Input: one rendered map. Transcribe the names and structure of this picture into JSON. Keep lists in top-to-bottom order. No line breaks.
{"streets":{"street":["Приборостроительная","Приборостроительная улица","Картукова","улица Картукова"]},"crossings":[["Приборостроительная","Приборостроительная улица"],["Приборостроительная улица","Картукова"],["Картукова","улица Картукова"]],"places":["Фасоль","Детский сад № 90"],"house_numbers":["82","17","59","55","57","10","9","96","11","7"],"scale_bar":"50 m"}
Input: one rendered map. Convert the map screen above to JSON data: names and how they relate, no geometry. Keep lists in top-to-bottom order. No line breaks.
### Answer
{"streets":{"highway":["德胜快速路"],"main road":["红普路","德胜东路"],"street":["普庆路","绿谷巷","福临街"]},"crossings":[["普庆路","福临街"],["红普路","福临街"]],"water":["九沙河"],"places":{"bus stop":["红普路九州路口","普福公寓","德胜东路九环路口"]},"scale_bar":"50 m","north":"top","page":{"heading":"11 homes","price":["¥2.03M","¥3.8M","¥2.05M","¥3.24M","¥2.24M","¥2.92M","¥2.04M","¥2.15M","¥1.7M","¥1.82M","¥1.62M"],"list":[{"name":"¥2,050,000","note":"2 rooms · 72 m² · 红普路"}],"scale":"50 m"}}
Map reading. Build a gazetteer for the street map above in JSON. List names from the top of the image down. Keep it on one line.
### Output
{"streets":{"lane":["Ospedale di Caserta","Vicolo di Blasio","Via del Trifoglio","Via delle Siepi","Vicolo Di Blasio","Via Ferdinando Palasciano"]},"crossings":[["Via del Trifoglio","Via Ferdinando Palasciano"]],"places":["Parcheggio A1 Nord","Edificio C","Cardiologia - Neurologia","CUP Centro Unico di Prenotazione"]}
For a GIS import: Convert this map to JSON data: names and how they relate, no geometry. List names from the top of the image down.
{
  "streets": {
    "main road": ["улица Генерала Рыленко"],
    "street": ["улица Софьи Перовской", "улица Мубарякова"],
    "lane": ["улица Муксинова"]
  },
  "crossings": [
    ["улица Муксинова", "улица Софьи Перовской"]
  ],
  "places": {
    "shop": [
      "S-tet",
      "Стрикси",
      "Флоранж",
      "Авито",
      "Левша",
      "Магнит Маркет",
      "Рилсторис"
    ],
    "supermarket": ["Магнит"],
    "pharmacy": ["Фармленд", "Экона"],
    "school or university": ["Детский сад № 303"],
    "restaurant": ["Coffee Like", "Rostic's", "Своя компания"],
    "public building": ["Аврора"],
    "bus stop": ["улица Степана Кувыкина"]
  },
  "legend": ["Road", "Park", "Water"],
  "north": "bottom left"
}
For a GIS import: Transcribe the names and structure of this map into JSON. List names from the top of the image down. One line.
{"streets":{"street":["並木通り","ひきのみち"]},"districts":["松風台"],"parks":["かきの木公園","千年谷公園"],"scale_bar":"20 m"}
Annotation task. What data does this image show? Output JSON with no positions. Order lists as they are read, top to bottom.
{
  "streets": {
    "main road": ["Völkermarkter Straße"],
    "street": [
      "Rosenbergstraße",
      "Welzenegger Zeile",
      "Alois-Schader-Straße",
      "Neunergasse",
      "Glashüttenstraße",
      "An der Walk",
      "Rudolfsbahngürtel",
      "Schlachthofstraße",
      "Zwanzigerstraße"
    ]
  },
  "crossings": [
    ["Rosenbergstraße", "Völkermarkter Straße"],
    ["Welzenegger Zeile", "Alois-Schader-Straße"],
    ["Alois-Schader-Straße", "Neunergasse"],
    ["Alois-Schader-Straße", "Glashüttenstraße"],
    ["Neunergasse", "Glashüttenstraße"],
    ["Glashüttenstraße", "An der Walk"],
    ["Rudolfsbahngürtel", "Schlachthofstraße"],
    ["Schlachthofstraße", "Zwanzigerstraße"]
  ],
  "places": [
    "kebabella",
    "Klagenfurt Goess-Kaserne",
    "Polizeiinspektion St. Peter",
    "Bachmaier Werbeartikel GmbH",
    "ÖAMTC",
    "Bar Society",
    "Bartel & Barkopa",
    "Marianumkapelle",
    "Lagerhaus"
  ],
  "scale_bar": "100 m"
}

WHAT IS BEING ASKED: Write out the records in full, exactly as they appear above.

FINAL ANSWER:
Input: one rendered map. Transcribe the names and structure of this picture into JSON. Keep lists in top-to-bottom order. No line breaks.
{"streets":{"street":["Приборостроительная","Приборостроительная улица","Картукова","улица Картукова"]},"crossings":[["Приборостроительная","Приборостроительная улица"],["Приборостроительная улица","Картукова"],["Картукова","улица Картукова"]],"places":["Фасоль","Детский сад № 90"],"house_numbers":["82","17","59","55","57","10","9","96","11","7"],"scale_bar":"50 m"}
Input: one rendered map. Convert the map screen above to JSON data: names and how they relate, no geometry. Keep lists in top-to-bottom order. No line breaks.
### Answer
{"streets":{"highway":["德胜快速路"],"main road":["红普路","德胜东路"],"street":["普庆路","绿谷巷","福临街"]},"crossings":[["普庆路","福临街"],["红普路","福临街"]],"water":["九沙河"],"places":{"bus stop":["红普路九州路口","普福公寓","德胜东路九环路口"]},"scale_bar":"50 m","north":"top","page":{"heading":"11 homes","price":["¥2.03M","¥3.8M","¥2.05M","¥3.24M","¥2.24M","¥2.92M","¥2.04M","¥2.15M","¥1.7M","¥1.82M","¥1.62M"],"list":[{"name":"¥2,050,000","note":"2 rooms · 72 m² · 红普路"}],"scale":"50 m"}}
Map reading. Build a gazetteer for the street map above in JSON. List names from the top of the image down. Keep it on one line.
### Output
{"streets":{"lane":["Ospedale di Caserta","Vicolo di Blasio","Via del Trifoglio","Via delle Siepi","Vicolo Di Blasio","Via Ferdinando Palasciano"]},"crossings":[["Via del Trifoglio","Via Ferdinando Palasciano"]],"places":["Parcheggio A1 Nord","Edificio C","Cardiologia - Neurologia","CUP Centro Unico di Prenotazione"]}
For a GIS import: Convert this map to JSON data: names and how they relate, no geometry. List names from the top of the image down.
{
  "streets": {
    "main road": ["улица Генерала Рыленко"],
    "street": ["улица Софьи Перовской", "улица Мубарякова"],
    "lane": ["улица Муксинова"]
  },
  "crossings": [
    ["улица Муксинова", "улица Софьи Перовской"]
  ],
  "places": {
    "shop": [
      "S-tet",
      "Стрикси",
      "Флоранж",
      "Авито",
      "Левша",
      "Магнит Маркет",
      "Рилсторис"
    ],
    "supermarket": ["Магнит"],
    "pharmacy": ["Фармленд", "Экона"],
    "school or university": ["Детский сад № 303"],
    "restaurant": ["Coffee Like", "Rostic's", "Своя компания"],
    "public building": ["Аврора"],
    "bus stop": ["улица Степана Кувыкина"]
  },
  "legend": ["Road", "Park", "Water"],
  "north": "bottom left"
}
For a GIS import: Transcribe the names and structure of this map into JSON. List names from the top of the image down. One line.
{"streets":{"street":["並木通り","ひきのみち"]},"districts":["松風台"],"parks":["かきの木公園","千年谷公園"],"scale_bar":"20 m"}
Annotation task. What data does this image show? Output JSON with no positions. Order lists as they are read, top to bottom.
{
  "streets": {
    "main road": ["Völkermarkter Straße"],
    "street": [
      "Rosenbergstraße",
      "Welzenegger Zeile",
      "Alois-Schader-Straße",
      "Neunergasse",
      "Glashüttenstraße",
      "An der Walk",
      "Rudolfsbahngürtel",
      "Schlachthofstraße",
      "Zwanzigerstraße"
    ]
  },
  "crossings": [
    ["Rosenbergstraße", "Völkermarkter Straße"],
    ["Welzenegger Zeile", "Alois-Schader-Straße"],
    ["Alois-Schader-Straße", "Neunergasse"],
    ["Alois-Schader-Straße", "Glashüttenstraße"],
    ["Neunergasse", "Glashüttenstraße"],
    ["Glashüttenstraße", "An der Walk"],
    ["Rudolfsbahngürtel", "Schlachthofstraße"],
    ["Schlachthofstraße", "Zwanzigerstraße"]
  ],
  "places": [
    "kebabella",
    "Klagenfurt Goess-Kaserne",
    "Polizeiinspektion St. Peter",
    "Bachmaier Werbeartikel GmbH",
    "ÖAMTC",
    "Bar Society",
    "Bartel & Barkopa",
    "Marianumkapelle",
    "Lagerhaus"
  ],
  "scale_bar": "100 m"
}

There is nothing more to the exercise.